Segment Start: DATA

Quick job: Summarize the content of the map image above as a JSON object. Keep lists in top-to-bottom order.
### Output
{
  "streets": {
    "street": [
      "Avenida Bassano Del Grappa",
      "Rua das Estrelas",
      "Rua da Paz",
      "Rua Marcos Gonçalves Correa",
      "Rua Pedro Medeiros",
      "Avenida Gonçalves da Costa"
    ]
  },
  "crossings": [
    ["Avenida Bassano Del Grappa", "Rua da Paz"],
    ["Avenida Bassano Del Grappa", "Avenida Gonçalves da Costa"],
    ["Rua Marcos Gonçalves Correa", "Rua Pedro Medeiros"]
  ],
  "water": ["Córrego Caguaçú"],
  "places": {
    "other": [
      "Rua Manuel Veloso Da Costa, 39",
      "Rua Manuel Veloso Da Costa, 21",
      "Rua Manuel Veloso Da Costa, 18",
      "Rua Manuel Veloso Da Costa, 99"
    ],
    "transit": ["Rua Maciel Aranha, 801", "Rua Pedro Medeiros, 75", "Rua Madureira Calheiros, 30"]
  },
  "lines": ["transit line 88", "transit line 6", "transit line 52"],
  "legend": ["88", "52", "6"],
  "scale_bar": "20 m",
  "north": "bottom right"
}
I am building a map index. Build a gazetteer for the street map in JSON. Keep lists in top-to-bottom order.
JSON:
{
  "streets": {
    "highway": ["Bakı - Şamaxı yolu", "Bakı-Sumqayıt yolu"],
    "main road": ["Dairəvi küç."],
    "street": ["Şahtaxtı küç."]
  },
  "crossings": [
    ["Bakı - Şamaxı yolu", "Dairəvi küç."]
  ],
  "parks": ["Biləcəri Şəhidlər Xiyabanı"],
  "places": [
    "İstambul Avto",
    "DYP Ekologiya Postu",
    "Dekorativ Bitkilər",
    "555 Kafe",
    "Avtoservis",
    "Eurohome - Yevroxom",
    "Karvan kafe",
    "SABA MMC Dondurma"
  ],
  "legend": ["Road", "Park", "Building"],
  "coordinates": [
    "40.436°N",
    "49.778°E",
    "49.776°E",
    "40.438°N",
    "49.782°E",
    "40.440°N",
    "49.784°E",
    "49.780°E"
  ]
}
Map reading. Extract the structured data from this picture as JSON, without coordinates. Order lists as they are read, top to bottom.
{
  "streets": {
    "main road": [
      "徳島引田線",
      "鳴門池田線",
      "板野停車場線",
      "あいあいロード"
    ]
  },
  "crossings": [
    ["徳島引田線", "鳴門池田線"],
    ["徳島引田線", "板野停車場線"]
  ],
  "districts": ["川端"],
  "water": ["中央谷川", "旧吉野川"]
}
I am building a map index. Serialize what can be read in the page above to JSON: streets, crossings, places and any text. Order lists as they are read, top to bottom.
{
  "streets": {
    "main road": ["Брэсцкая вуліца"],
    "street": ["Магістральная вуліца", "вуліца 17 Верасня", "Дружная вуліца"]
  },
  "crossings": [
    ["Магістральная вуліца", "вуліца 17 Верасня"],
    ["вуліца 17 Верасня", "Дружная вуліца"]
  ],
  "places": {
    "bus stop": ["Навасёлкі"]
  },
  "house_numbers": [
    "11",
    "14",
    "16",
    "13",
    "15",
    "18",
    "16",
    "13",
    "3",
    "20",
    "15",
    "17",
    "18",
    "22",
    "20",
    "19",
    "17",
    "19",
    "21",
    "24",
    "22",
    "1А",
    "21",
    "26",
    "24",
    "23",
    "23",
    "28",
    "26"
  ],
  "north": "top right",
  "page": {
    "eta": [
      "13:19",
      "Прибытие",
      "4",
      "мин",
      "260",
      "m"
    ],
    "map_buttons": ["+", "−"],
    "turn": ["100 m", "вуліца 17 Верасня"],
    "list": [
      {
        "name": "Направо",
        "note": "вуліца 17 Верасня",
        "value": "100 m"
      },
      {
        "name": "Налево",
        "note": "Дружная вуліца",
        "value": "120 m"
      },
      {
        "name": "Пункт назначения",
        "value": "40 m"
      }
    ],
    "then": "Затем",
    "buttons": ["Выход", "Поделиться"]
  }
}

Segment End: DATA

▸ **ACTION ITEM**: For each line of the entries that contains the word "Keep", make a copy.

▸ **RESULT BELOW**:
Quick job: Summarize the content of the map image above as a JSON object. Keep lists in top-to-bottom order.
I am building a map index. Build a gazetteer for the street map in JSON. Keep lists in top-to-bottom order.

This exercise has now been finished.